2つ目は保管で、出荷するまで管理し続ける業務です。
ただ置いておくだけではなく、商品の品質を保つために温度や湿度を管理して、品質が落ちないように管理します。
3つ目は、出荷の指示をもとに商品を取り出すピッキング作業です。
広大で商品量が多い物流センターから特定の商品を迅速に取り出すために、どこに何があるのかを管理しておかなければなりません。
4つ目は流通加工で、小分け包装や商品のタグ付けなど、製品に合わせた加工業務をします。

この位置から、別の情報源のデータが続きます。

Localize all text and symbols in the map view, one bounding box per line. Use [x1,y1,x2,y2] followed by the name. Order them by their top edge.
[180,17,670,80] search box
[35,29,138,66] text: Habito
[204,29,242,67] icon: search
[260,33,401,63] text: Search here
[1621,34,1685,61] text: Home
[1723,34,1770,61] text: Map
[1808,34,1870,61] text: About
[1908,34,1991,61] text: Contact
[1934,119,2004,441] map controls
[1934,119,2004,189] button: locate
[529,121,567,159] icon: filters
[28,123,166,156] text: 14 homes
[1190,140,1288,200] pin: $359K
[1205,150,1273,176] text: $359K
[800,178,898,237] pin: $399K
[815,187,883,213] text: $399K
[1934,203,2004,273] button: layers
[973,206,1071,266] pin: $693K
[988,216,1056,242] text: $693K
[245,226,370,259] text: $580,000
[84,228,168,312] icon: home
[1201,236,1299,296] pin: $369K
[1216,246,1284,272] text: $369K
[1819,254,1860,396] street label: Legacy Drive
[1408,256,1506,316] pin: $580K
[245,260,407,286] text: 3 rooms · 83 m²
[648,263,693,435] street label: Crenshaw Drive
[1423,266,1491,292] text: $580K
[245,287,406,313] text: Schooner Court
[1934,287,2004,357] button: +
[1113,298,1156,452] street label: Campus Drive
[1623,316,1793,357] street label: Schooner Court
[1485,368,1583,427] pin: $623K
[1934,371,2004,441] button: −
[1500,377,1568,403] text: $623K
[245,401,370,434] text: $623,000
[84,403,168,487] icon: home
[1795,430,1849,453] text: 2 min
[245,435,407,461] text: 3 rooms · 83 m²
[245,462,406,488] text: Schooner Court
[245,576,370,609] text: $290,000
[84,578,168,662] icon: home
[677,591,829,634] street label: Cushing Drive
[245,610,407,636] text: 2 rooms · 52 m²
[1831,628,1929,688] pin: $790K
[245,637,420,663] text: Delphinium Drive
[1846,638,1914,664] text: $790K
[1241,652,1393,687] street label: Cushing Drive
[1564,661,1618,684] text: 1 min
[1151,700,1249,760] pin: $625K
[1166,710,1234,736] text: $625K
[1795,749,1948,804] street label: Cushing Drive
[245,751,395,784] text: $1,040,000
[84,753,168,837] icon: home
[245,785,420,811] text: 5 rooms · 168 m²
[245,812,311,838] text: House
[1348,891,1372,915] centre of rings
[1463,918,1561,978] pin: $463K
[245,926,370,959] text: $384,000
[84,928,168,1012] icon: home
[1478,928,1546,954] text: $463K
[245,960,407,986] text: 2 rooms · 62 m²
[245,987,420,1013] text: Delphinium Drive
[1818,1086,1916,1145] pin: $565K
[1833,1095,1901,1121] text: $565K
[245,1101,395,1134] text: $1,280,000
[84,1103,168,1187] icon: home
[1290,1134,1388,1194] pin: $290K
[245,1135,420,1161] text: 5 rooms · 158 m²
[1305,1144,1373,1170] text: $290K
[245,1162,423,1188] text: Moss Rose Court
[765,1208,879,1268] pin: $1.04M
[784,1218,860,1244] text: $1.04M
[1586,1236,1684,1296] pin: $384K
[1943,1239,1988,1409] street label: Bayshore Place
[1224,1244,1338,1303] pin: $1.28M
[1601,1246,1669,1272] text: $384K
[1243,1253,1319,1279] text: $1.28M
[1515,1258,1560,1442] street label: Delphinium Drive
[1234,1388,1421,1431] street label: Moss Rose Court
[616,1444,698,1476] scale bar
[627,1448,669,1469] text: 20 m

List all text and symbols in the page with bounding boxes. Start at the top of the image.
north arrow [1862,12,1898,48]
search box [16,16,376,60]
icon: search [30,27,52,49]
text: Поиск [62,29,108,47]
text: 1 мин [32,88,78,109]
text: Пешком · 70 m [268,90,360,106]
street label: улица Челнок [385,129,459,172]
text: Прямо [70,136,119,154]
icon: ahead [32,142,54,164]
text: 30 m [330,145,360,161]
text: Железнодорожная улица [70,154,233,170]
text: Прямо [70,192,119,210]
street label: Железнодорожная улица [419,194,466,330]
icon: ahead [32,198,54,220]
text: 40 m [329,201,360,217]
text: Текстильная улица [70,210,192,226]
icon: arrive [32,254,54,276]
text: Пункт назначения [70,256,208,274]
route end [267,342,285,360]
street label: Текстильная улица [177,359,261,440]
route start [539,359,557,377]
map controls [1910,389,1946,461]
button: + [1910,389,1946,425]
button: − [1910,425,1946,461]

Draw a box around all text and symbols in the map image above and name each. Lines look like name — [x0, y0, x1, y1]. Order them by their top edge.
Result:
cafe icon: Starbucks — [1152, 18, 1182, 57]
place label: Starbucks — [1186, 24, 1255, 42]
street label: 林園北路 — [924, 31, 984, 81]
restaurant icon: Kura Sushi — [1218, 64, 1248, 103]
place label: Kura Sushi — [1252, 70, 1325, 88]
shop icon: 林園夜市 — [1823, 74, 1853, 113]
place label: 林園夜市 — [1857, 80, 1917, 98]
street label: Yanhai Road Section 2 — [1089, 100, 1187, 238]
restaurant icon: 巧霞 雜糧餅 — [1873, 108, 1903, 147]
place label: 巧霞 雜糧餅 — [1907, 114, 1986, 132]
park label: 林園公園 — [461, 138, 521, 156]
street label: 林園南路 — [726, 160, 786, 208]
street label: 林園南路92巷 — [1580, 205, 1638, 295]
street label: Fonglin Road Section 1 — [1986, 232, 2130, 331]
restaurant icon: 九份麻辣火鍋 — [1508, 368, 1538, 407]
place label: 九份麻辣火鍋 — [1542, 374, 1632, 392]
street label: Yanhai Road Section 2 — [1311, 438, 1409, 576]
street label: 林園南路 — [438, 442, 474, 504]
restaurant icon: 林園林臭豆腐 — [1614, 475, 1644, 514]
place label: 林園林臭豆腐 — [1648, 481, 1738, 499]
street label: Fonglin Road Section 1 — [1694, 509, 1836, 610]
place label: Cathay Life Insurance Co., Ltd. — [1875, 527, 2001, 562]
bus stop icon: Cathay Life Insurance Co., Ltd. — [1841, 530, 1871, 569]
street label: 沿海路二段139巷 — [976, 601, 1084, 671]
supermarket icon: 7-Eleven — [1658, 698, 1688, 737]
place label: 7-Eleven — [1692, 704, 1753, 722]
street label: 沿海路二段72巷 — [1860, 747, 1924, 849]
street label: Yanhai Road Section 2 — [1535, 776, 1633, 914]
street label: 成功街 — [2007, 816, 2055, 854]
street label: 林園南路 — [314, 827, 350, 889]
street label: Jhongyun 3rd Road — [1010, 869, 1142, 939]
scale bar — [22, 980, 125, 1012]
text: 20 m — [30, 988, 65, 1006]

5つ目は検品で、出荷する商品や発送先に間違いがないかを確認する業務です。
仮に間違ってしまうと、配送業者と注文主とのトラブルになってしまいます。
6つ目は包装・梱包で、衝撃で商品が壊れたり温度で質が落ちたりするのを防ぐ業務です。
破損や劣化を防ぐ適切な資材を使用することで、商品のダメージを最小限にします。
7つ目の出荷でようやく物流センターの業務が終わり、最終チェックをして注文主に届ける流れです。
物流センターの種類
物流センターには立地と業務に種類があり、生産的かつ効率的な出荷作業をしています。
特に業務の種類が多く、状況に合わせた物流センターの採用が企業に求められている時代です。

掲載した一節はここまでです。